DIRECTIONS:
Filter out every line below that lacks "read", and copy the rest.

(Stored records)
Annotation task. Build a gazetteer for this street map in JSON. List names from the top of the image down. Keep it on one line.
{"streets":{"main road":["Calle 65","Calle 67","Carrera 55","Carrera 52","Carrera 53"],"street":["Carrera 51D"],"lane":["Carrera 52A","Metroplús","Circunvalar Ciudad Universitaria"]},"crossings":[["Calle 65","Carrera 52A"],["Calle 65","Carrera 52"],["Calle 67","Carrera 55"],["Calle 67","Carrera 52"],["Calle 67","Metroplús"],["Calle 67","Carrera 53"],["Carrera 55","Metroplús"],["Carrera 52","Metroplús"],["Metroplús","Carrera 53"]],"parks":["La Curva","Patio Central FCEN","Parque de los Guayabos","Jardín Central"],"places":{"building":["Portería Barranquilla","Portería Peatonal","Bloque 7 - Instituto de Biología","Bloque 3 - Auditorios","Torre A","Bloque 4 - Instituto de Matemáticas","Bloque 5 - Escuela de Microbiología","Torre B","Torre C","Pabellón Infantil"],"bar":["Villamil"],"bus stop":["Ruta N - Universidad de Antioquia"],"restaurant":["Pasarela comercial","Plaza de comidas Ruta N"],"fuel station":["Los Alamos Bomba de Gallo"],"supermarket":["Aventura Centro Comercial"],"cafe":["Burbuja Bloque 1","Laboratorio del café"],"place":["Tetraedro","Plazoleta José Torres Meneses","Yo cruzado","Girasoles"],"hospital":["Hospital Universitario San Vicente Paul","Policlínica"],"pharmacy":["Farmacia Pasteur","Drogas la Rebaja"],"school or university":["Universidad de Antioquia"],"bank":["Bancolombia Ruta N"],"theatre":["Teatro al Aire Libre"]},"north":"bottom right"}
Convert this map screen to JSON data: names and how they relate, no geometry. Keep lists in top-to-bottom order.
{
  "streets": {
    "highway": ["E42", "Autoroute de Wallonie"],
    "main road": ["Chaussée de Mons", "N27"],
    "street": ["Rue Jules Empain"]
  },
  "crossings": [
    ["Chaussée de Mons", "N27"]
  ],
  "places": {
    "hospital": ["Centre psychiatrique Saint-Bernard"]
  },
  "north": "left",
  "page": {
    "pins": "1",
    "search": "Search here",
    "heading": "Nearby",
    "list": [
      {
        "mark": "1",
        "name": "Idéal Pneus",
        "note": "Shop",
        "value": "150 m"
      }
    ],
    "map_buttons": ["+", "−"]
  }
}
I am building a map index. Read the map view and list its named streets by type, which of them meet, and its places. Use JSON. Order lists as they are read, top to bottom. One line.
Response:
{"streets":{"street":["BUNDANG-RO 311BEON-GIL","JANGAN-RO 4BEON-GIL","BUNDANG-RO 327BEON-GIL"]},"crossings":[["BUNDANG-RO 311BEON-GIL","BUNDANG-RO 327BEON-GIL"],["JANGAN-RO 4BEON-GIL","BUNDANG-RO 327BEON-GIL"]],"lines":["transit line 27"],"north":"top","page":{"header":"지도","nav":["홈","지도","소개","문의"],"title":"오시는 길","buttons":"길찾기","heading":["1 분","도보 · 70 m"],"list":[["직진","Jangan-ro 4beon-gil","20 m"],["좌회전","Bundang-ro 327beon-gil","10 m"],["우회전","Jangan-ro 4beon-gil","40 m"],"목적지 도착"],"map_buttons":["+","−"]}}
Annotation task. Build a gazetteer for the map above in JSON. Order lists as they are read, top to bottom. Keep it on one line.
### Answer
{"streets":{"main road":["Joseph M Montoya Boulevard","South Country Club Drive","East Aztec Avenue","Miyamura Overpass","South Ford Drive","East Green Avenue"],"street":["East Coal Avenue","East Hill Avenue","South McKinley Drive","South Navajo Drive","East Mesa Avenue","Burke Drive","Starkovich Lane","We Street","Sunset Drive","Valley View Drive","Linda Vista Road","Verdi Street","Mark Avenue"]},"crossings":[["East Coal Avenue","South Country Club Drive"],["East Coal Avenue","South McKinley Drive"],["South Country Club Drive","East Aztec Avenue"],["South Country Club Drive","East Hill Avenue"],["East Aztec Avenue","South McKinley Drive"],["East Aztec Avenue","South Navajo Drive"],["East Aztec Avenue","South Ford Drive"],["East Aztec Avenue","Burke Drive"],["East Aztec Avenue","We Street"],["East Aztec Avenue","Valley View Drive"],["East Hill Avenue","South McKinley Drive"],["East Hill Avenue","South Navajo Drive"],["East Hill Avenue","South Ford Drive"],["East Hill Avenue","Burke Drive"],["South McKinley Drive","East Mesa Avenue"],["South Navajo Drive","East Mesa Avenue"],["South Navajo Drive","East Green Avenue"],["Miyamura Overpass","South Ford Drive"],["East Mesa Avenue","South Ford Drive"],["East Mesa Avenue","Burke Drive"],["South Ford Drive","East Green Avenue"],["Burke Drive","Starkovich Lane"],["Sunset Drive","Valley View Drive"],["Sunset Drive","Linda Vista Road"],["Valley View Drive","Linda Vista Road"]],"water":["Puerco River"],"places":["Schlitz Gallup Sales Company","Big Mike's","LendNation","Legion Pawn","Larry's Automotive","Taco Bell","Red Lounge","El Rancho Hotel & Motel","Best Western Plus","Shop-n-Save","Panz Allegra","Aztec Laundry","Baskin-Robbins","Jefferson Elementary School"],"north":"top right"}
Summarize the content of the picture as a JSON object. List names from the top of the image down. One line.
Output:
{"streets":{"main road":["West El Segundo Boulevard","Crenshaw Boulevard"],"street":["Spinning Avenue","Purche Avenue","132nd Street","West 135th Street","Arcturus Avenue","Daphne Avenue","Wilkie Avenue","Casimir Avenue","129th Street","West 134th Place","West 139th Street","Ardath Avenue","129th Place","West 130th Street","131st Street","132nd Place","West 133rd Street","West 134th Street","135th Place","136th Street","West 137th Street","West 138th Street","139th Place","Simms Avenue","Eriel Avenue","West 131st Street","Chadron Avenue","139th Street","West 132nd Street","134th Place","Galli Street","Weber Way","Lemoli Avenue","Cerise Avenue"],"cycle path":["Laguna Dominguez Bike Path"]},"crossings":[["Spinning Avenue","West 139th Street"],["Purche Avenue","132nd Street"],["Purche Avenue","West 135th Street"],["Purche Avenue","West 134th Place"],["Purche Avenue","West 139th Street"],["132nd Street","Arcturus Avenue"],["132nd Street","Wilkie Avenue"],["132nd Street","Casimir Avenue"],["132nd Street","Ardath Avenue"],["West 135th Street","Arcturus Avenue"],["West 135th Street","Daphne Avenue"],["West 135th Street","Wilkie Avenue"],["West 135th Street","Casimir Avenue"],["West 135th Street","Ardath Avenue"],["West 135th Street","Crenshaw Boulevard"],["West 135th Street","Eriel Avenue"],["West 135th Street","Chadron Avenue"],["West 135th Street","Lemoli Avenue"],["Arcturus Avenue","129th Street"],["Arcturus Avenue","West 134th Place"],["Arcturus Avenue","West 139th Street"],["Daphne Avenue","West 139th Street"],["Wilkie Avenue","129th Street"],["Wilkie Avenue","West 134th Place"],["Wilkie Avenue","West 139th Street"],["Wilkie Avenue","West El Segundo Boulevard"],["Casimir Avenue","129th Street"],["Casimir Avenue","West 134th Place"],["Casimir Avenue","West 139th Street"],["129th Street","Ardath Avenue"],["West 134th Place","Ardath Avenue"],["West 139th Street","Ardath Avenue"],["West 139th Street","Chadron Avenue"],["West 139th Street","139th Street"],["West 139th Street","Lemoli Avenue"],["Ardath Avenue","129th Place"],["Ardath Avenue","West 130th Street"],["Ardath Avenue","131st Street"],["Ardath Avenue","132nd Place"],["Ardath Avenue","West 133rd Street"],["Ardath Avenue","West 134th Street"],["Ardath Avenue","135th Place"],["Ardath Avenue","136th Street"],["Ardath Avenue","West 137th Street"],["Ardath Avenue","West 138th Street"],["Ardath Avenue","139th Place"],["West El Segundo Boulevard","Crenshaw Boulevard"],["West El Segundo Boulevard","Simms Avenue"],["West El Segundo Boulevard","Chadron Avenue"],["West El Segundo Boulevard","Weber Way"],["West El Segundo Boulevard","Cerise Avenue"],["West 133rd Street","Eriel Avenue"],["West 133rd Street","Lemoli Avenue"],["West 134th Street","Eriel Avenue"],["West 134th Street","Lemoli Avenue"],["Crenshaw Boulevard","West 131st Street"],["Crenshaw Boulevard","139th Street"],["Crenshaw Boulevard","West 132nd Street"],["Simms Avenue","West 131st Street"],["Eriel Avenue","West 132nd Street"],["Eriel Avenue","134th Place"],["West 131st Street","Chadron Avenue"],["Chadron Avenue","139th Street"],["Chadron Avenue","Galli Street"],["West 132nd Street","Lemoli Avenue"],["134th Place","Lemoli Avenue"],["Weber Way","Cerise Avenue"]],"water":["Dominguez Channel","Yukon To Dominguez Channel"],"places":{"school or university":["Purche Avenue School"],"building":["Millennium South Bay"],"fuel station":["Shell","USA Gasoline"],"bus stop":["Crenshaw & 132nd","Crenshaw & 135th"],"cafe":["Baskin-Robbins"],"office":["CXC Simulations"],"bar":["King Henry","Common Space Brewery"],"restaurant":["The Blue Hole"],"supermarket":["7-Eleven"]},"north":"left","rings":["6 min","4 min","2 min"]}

ANSWER FOR THIS EXERCISE:
I am building a map index. Read the map view and list its named streets by type, which of them meet, and its places. Use JSON. Order lists as they are read, top to bottom. One line.
Annotation task. Build a gazetteer for the map above in JSON. Order lists as they are read, top to bottom. Keep it on one line.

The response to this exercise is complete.